* [Task goal] All lines holding the word "each" should be located in the records and copied.

---- Material for this exercise

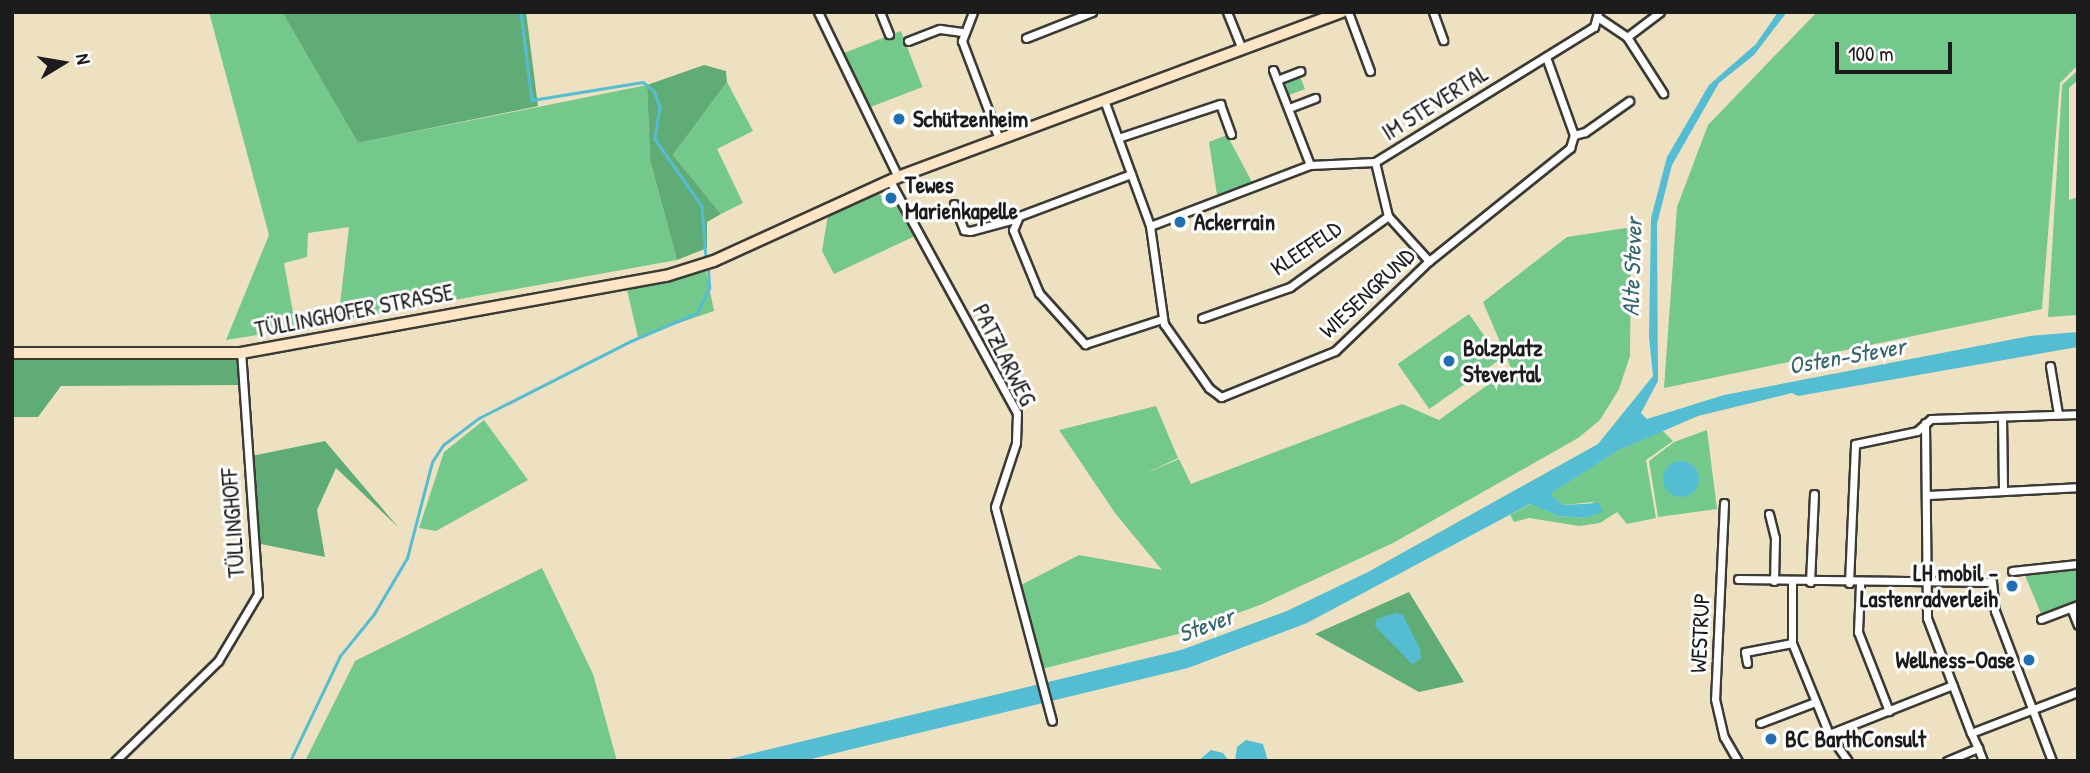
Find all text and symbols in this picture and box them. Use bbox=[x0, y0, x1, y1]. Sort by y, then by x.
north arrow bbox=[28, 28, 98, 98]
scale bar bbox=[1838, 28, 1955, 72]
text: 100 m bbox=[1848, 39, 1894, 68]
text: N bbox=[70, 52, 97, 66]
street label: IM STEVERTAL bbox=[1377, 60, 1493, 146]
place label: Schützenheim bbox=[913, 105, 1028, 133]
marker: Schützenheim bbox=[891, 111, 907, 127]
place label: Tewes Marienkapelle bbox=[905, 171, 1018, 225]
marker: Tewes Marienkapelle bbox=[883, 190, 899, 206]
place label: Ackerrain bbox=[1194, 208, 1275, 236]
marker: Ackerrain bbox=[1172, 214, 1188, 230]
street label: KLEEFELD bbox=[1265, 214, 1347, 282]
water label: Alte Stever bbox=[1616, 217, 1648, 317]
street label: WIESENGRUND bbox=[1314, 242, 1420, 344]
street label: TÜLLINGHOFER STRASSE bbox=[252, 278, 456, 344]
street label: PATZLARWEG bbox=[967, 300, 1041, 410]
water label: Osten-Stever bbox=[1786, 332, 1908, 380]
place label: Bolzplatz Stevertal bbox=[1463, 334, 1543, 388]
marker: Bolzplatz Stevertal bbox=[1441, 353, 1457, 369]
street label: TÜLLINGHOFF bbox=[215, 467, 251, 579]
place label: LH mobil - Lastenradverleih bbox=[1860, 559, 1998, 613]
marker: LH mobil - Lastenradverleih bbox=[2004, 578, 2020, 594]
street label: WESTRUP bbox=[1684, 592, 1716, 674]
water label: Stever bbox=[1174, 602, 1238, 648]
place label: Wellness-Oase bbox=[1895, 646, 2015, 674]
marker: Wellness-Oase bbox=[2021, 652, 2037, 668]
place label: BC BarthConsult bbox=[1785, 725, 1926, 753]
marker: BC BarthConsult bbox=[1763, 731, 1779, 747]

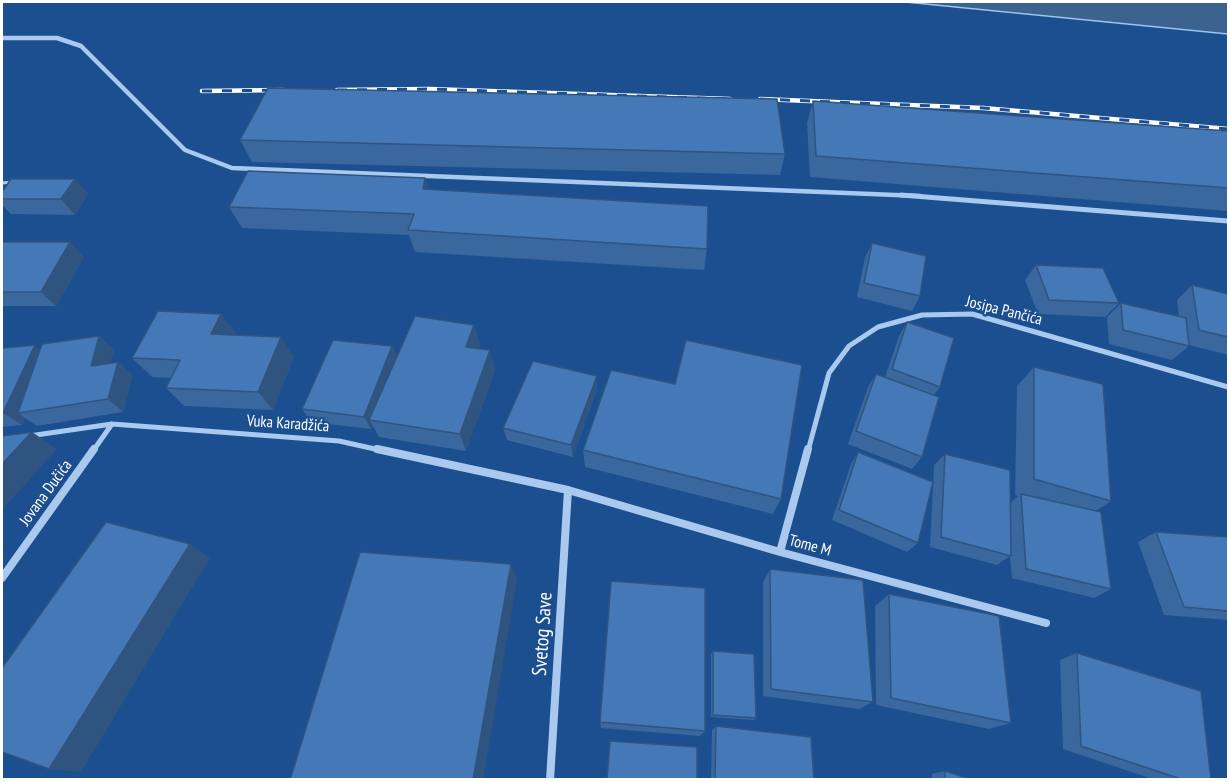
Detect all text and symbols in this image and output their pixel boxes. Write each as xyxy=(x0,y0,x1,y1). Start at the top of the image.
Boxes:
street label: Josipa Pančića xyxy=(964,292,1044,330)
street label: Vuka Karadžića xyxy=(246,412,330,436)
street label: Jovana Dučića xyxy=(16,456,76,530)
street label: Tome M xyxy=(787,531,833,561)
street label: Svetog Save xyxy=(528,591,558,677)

--------
---- Material for this exercise

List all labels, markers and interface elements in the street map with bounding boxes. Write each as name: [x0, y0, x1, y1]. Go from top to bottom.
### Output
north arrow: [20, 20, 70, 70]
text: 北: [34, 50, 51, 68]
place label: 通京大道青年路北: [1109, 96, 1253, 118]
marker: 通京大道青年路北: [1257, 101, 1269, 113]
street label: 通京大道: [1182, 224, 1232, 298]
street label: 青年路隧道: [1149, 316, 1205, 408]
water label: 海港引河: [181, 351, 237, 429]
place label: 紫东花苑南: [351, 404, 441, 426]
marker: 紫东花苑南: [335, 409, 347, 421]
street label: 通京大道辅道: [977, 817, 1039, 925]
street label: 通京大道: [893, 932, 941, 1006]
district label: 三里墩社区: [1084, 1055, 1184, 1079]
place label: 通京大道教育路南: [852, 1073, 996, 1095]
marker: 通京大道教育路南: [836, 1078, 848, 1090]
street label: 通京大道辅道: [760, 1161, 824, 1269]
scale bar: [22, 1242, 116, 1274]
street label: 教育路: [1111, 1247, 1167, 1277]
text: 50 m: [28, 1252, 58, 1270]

--------
---- Material for this exercise

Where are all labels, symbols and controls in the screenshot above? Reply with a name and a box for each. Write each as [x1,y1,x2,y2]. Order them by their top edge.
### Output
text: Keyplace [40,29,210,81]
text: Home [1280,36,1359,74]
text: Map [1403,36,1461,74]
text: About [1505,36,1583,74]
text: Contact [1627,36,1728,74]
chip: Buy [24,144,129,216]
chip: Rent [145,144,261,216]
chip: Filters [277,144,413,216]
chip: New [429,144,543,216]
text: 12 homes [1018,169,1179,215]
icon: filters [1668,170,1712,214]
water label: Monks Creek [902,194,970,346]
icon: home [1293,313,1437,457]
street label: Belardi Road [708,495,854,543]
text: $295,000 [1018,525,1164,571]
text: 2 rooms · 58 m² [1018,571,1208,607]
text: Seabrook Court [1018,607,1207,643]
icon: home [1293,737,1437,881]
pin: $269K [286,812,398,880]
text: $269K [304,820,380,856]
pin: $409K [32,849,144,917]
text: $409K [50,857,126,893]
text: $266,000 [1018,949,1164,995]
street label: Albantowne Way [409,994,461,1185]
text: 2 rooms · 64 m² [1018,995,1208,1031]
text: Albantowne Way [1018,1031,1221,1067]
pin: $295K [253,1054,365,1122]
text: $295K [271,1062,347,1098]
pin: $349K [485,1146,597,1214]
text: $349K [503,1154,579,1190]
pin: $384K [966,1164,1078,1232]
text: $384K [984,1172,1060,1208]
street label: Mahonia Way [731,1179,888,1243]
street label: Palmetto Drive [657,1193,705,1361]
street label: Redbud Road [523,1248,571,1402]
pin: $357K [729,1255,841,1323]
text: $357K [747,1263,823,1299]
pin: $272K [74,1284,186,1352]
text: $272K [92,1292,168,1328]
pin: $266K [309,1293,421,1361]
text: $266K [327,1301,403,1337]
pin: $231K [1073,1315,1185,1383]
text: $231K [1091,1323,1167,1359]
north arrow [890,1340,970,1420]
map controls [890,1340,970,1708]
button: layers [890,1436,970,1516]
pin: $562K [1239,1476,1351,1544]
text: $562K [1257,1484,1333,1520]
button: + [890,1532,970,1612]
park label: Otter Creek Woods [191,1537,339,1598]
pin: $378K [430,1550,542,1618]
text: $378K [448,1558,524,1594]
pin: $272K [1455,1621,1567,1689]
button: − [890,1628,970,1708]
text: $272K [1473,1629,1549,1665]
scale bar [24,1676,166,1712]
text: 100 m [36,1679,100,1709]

--------

* [Exercise output]
Detect all text and symbols in this image and output their pixel boxes. Write each as xyxy=(x0,y0,x1,y1). Start at the top of the image.
List all labels, markers and interface elements in the street map with bounding boxes. Write each as name: [x0, y0, x1, y1]. Go from top to bottom.
Where are all labels, symbols and controls in the screenshot above? Reply with a name and a box for each. Write each as [x1,y1,x2,y2]. Order them by their top edge.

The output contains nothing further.